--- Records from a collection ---
..............................
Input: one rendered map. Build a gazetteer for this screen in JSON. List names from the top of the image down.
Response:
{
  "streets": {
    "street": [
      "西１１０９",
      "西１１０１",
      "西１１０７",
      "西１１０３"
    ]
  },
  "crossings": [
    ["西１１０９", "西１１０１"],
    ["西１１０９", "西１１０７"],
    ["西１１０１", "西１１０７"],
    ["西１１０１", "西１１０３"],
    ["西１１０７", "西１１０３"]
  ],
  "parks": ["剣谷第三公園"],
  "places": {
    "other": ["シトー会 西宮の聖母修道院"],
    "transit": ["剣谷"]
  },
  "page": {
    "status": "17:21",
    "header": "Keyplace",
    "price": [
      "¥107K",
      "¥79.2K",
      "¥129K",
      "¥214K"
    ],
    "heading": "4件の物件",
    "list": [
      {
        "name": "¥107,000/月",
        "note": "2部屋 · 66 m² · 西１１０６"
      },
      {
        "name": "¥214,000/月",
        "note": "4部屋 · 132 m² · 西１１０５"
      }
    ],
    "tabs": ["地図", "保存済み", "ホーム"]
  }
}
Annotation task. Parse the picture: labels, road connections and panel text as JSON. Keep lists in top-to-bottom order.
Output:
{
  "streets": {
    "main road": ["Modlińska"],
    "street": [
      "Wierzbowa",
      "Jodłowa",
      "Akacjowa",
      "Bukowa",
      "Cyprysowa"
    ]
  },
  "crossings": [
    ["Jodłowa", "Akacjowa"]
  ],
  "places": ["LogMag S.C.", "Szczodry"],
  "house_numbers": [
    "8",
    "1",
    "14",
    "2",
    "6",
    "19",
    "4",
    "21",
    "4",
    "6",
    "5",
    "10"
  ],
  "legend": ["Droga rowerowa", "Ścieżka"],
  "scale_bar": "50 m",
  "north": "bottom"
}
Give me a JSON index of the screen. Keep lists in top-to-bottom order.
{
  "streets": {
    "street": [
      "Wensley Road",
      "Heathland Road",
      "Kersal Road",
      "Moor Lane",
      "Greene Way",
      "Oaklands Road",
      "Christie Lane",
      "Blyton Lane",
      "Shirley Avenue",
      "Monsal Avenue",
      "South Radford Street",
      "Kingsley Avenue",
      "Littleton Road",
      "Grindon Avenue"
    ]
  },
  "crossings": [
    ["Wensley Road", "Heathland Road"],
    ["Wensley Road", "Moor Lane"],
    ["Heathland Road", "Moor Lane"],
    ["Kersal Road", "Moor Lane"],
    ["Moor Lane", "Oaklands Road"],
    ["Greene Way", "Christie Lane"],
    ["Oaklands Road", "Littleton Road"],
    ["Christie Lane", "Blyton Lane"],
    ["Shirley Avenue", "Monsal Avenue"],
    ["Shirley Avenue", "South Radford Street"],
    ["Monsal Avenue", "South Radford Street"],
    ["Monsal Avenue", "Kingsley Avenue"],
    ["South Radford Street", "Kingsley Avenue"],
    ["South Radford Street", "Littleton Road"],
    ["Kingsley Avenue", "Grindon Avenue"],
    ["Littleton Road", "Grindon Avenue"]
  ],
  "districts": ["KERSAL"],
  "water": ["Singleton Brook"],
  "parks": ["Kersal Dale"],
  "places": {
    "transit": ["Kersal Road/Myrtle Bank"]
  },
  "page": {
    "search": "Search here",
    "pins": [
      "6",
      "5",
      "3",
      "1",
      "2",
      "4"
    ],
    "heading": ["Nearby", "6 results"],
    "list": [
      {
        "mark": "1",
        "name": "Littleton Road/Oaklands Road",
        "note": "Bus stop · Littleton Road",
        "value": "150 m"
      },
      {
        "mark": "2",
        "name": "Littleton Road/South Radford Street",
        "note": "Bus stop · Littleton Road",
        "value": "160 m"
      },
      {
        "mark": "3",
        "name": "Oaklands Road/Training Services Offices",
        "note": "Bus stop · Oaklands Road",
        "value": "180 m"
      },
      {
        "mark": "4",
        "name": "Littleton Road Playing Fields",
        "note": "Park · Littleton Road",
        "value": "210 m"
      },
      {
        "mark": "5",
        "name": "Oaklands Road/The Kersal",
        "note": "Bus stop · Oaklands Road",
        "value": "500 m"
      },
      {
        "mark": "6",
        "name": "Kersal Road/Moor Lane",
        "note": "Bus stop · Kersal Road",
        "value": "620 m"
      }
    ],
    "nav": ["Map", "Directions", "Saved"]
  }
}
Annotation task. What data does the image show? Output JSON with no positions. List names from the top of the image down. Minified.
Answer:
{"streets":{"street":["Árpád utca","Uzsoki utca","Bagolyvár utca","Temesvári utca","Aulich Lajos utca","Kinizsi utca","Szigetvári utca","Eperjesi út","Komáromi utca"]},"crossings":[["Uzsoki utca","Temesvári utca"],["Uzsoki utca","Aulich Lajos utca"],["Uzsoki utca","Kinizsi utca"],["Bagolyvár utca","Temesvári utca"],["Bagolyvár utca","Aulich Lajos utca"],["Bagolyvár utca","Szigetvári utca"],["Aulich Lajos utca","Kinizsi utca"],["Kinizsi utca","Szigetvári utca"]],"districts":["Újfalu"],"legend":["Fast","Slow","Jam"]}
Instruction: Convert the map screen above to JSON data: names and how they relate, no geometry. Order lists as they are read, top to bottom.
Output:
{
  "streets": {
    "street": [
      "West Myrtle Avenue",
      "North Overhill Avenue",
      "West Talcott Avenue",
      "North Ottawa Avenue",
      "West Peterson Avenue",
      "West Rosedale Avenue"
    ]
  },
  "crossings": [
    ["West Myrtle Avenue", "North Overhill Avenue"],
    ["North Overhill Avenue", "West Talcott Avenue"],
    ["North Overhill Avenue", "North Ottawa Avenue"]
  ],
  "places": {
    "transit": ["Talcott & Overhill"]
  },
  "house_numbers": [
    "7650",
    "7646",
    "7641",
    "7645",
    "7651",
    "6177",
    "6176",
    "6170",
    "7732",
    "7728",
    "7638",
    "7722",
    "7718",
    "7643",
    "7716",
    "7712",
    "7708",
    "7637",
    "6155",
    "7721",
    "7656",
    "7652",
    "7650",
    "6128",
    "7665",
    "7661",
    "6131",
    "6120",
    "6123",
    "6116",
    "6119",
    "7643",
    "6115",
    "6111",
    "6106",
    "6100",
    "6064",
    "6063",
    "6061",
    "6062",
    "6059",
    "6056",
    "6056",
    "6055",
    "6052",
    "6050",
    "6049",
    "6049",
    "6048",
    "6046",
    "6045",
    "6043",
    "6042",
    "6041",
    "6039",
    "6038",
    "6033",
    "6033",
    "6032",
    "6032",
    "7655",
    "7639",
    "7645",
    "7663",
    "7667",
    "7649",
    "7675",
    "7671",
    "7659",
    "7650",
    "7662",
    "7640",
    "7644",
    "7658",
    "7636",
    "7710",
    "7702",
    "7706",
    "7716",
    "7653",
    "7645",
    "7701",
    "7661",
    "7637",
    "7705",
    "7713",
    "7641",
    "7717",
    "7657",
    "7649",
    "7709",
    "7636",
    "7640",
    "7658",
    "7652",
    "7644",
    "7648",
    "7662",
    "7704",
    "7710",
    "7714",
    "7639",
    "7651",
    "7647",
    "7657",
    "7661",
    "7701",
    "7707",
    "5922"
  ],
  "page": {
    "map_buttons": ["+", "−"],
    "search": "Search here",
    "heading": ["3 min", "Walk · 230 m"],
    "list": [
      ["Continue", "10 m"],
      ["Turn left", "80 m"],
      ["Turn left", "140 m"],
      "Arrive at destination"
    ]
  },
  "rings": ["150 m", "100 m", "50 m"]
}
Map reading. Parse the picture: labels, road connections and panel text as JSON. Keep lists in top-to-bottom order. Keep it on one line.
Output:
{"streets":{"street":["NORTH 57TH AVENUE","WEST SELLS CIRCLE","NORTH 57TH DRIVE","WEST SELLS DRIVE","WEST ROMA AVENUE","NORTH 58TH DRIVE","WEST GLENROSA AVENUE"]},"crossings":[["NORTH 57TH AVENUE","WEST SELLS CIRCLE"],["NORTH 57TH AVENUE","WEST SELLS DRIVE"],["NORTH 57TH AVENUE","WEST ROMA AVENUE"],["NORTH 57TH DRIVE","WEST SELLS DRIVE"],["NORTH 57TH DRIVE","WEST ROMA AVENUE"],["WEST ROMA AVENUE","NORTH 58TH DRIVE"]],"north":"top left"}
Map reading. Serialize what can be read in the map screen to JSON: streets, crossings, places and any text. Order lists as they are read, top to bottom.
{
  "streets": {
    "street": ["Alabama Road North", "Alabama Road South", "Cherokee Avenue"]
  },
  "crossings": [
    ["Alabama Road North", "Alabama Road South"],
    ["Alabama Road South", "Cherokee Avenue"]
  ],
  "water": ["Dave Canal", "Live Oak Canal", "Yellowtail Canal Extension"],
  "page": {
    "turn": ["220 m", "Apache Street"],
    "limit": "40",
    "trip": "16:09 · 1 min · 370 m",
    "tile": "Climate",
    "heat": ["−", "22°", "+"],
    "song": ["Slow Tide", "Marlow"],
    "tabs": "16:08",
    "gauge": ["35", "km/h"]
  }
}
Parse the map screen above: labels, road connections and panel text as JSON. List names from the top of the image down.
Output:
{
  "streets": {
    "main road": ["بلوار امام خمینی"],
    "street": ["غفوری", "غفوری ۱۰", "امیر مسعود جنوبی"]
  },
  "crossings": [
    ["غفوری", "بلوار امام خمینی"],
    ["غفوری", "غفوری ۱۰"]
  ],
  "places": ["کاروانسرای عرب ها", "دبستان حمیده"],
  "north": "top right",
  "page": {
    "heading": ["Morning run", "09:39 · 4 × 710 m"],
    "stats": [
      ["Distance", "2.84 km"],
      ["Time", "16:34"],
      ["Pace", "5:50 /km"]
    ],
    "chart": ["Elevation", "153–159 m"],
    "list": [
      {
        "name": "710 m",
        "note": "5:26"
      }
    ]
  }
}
..............................
--- REQUIREMENT ---
Begin with the line above that has "Map reading. Serialize" and continue through the line that has "Parse the map", setting each one down exactly. Stop there.

--- RESULT FOR THIS EXERCISE ---
Map reading. Serialize what can be read in the map screen to JSON: streets, crossings, places and any text. Order lists as they are read, top to bottom.
{
  "streets": {
    "street": ["Alabama Road North", "Alabama Road South", "Cherokee Avenue"]
  },
  "crossings": [
    ["Alabama Road North", "Alabama Road South"],
    ["Alabama Road South", "Cherokee Avenue"]
  ],
  "water": ["Dave Canal", "Live Oak Canal", "Yellowtail Canal Extension"],
  "page": {
    "turn": ["220 m", "Apache Street"],
    "limit": "40",
    "trip": "16:09 · 1 min · 370 m",
    "tile": "Climate",
    "heat": ["−", "22°", "+"],
    "song": ["Slow Tide", "Marlow"],
    "tabs": "16:08",
    "gauge": ["35", "km/h"]
  }
}
Parse the map screen above: labels, road connections and panel text as JSON. List names from the top of the image down.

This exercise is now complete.